Los amantes

Crítica de Mariana Mactas - Crítica Digital

Porque el amor es una herida absurda

La cuarta película de James Gray cuenta un triángulo de amor excéntrico que conmueve muy lejos del sentimentalismo.

El de James Gray es un caso curioso. Con 39 años, este director hizo sólo cuatro películas, que pueden alardear de construir un estilo. El de un autor maduro, con sus temas predilectos, sus obsesiones y una clara idea de la forma como contarlas. Porque Gray tiene mirada, una virtud que no se enseña en las escuelas técnicas ni se compra con Mastercard. El director al que han llamado “el Scorsese ruso” deslumbró a la crítica con su ópera prima Little Odessa, un estupendo relato, seco y sangriento, centrado en los códigos de la mafia rusa en Nueva York. Acá no se vio, pero sí se estrenó La traición y, el año pasado, esa otra muestra de su capacidad para lo intenso que es Los dueños de la noche. Esa película hablaba de otros códigos enfrentados, esos que tensan y potencian sus imágenes. Allí también estaba su actor, el hoy retirado de la pantalla –para dedicarse al rap– Joaquin Phoenix, que en Los amantes, quizá su última película, compone al conflictuado Leonard Kraditor.

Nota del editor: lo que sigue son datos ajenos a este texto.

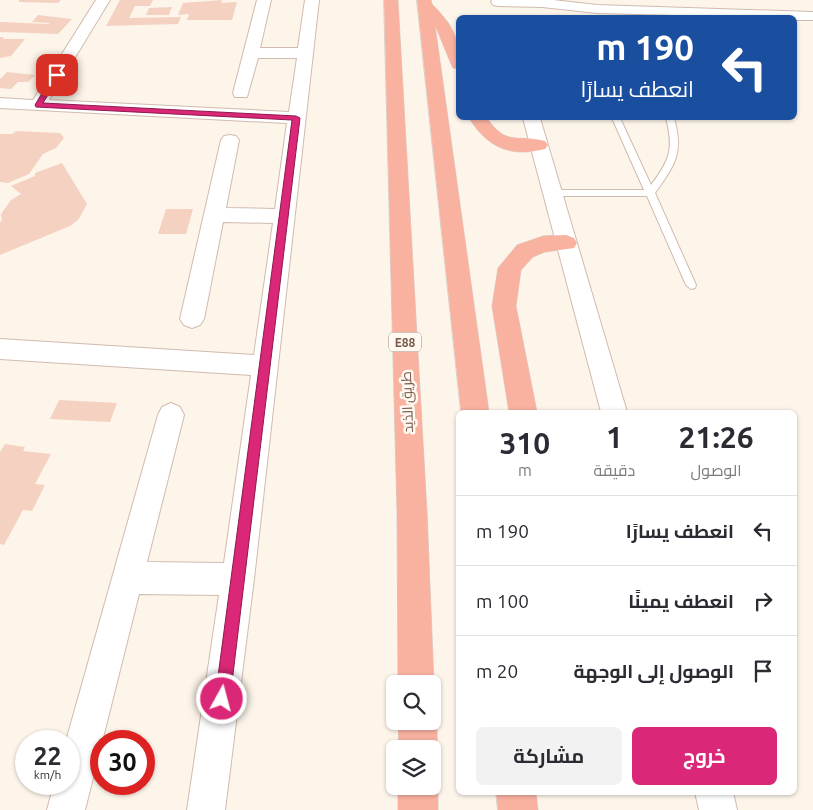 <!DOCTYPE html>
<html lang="ar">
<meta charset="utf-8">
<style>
body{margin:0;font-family:Ubuntu,Cairo,sans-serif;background:#f2f2f3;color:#2b2b33;direction:rtl;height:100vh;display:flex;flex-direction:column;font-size:19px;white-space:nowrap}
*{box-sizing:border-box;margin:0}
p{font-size:16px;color:#7c7c81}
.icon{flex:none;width:28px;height:28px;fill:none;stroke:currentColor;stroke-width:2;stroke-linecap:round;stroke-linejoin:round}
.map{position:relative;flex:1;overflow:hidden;direction:ltr}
.side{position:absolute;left:456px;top:410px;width:341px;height:385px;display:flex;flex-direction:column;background:#fff;border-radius:8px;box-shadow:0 1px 4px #0004;direction:rtl}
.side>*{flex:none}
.top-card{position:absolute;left:456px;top:15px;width:341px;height:105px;border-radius:8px;box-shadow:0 1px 4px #0004;direction:rtl;background:#1a4fa0;color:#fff;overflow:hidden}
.buttons{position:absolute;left:386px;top:675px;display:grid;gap:10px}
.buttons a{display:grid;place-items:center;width:55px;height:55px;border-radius:8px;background:#fff;box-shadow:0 1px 4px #0004;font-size:25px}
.speed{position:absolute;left:15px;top:730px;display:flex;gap:10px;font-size:25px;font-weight:700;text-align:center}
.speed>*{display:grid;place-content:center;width:65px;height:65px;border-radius:50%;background:#fff;box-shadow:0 1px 4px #0004;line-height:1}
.speed small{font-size:12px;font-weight:400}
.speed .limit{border:8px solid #d22;background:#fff;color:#111}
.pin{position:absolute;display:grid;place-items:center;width:42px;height:42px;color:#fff;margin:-21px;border-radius:10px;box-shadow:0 2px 8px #0006}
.me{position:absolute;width:55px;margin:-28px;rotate:7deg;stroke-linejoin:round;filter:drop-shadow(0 0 4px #0008)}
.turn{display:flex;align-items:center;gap:18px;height:105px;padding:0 20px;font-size:22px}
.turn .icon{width:65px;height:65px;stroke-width:2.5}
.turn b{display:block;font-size:35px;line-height:42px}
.eta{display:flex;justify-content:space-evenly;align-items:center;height:85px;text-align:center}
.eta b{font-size:30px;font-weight:700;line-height:35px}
.action{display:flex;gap:10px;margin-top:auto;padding:10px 20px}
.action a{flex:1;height:58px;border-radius:8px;background:#db2777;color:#fff;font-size:20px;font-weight:700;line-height:58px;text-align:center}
.action a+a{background:#f2f2f3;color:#2b2b33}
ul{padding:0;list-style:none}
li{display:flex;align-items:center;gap:15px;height:70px;padding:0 20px;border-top:1px solid #e1e1e2}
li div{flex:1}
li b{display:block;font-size:19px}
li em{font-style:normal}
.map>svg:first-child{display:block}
.building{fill:#f4d1c1}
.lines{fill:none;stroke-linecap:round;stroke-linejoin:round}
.service-casing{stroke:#d1bbae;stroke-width:2}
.minor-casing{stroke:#d1bbae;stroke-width:2}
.motorway-casing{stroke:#dad1cd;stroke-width:1}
.service{fill:#fff;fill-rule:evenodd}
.minor{fill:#fff;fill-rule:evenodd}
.motorway{fill:#f9b1a0;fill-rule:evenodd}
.route{fill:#db2777;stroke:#8e194d}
.labels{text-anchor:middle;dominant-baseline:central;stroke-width:5;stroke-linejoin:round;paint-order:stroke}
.shield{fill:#fff9f2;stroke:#a2897d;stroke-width:1}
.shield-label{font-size:12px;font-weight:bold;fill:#7a594b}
.street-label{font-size:14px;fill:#7a594b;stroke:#fff9f2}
</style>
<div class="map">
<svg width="813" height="810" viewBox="0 0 813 810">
<rect width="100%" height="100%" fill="#fdf5ea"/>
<!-- building -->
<path class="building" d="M19,0H61L58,3L19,2Z
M120,0H153L150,6H135L129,18L181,17L178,24L106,26Z
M222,0L221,3L237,2L232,20H187L189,14L178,15L183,3Z
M172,7L169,15H146L149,8Z
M38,15L72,19L58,34L0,32V22L48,24L50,23L32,22Z
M0,37H4L3,39H25L11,56L0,58Z
M7,72L35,75L28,82H18L11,89L0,88V79Z
M16,131L60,133L64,138L56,148L43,154L29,174L8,183L0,182V134H12Z
M62,163L87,204L78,220L70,226L0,255V222L2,221L1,214L11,200L21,194L11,186L35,176V173Z
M166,209H193L186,234H158Z
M59,400L117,403L110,422L50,419Z
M5,444L25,447L23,451L51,454L35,484L45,485L32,511L23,510L4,545L0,544V452Z"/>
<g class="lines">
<!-- service casing -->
<g class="service-casing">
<path id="service" d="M612,118H620L651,185C670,160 674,149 666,118H674C684,153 675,165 655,193L696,285L695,288L691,289L686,285L647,196H553L548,193L553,190H644Z"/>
</g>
<!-- minor casing -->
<g class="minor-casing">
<path id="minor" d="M96,0H110L49,100L289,112L297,58H258L247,97H235L233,93L257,0H271L260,48H298L305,0H319L254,579L225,810H187L219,595L139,594L85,810H47L54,784H69V741H66L158,415L162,407L171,403L180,407L184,415L147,562L224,563L251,375L0,359V339L254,355L273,223L223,222L204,319L200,325L192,328L184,325L180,319L221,140L224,136L230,135L236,136L239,140L226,208L275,209L287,123L0,108V98L33,100Z
M492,0H553L597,5L813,12V20H795V18L597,13L542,7L498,6L493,5L491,2Z
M523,118H540L627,412H601Z
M695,792H733L737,810H699Z"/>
</g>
<!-- motorway casing -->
<g class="motorway-casing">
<path id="motorway" d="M384,0H398L427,512L434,684L432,688V684H398L397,512Z
M417,0H431L432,4C454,27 459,36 459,69L453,68L451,64L435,25L489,412H461Z
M469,118H487C507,147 517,134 545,141L548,145L545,149C510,158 487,147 469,118Z
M566,235L574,238L577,243L574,248L545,252L533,257L521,270L516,306L537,412H509L492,306L498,268L517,245L543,236Z
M432,713C439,728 439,746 432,761V749H399L398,721H432Z
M432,773L438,786V810H398V786H432Z
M496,792H536L538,810H498Z"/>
</g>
<!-- service -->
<use href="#service" class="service"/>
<!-- minor -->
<use href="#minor" class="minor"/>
<!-- motorway -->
<use href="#motorway" class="motorway"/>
</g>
<!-- route -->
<path class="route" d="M57,73L60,75L43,103L296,116L300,118L230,699L228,704L222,707L217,704L215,699L292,120L36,107L35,105L53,75Z"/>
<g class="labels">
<!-- shield labels -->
<rect class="shield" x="389" y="332.5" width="32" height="19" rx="4"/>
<g class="shield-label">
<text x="405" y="342">E88</text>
</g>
<!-- street labels -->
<g class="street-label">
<text transform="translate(407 402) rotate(-92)">طريق الذيد</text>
</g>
</g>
</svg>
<div class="buttons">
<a><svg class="icon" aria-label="search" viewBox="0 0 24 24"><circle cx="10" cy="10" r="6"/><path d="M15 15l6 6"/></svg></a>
<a><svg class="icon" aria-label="layers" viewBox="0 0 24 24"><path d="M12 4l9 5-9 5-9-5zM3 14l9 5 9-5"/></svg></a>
</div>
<div class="speed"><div>22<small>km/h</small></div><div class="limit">30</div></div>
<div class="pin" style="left:57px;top:75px;background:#d93025"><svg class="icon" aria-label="arrive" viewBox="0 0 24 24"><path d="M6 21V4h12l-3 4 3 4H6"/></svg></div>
<svg class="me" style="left:222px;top:699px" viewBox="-20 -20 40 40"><circle r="17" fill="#db2777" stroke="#fff" stroke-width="3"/><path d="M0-11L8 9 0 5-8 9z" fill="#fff"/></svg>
<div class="top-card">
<div class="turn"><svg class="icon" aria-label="left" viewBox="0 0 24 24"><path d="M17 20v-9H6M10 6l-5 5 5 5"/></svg><div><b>190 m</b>انعطف يسارًا</div></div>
</div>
<section class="side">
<div class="eta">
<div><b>21:26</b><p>الوصول</p></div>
<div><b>1</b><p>دقيقة</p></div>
<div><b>310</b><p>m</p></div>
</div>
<ul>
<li><svg class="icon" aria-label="left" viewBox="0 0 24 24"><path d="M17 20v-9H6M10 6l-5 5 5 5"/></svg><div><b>انعطف يسارًا</b></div><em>190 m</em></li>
<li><svg class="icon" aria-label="right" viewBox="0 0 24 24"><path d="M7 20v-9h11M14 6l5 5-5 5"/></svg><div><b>انعطف يمينًا</b></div><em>100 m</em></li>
<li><svg class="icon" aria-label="arrive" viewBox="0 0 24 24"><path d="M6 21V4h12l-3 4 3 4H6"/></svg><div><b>الوصول إلى الوجهة</b></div><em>20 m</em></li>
</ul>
<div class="action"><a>خروج</a><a>مشاركة</a></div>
</section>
</div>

Hijo único de una familia judía de Brooklyn, Leonard está de vuelta en el nido después de un derrape emocional que –intento de suicidio incluido–, lo llevó a un diagnóstico de bipolaridad y de allí a la mesa servida por mamá (Isabella Rosellini como idishe mame de las que escuchan detrás de la puerta).

Está, entonces, la familia y sus tradiciones como mandatos, expresados en una casa-puesta en escena cinematográfica –“¡cuánta nostalgia hay aquí!”, dirá un personaje al entrar en ella–. Y está, afuera, la ciudad, la playa melancólica Brighton Beach, el extra Manhattan inmigrante y una Nueva York bella pero alejada de la postal, ventosa y áspera, en la que los trenes chirrían y ensordecen como los furiosos colectivos porteños al borde de la chatarra. Entre la asfixia uterina y la urbana se mueve el vulnerable Leonard en el principio de este cuento de amor excéntrico. Y James Gray se arremanga para el esfuerzo artístico: remar contra el sentimentalismo en aguas del melodrama.

Leonard cederá al empuje familiar que quiere unirlo a Sandra, hija de los Cohen, a punto de fusionarse con la tintorería de su padre y así asegurarles un futuro a todos. Sandra es la chica correcta, la indicada, una mujer dulce que adora La novicia rebelde y que le ofrece amor incondicional, del de dejarse querer. Entonces aparece la vecina díscola, Michelle (Gwyneth Paltrow), la rubia misteriosa, mantenida por un hombre casado, que lo vuelve –otra vez– absolutamente loco de amor.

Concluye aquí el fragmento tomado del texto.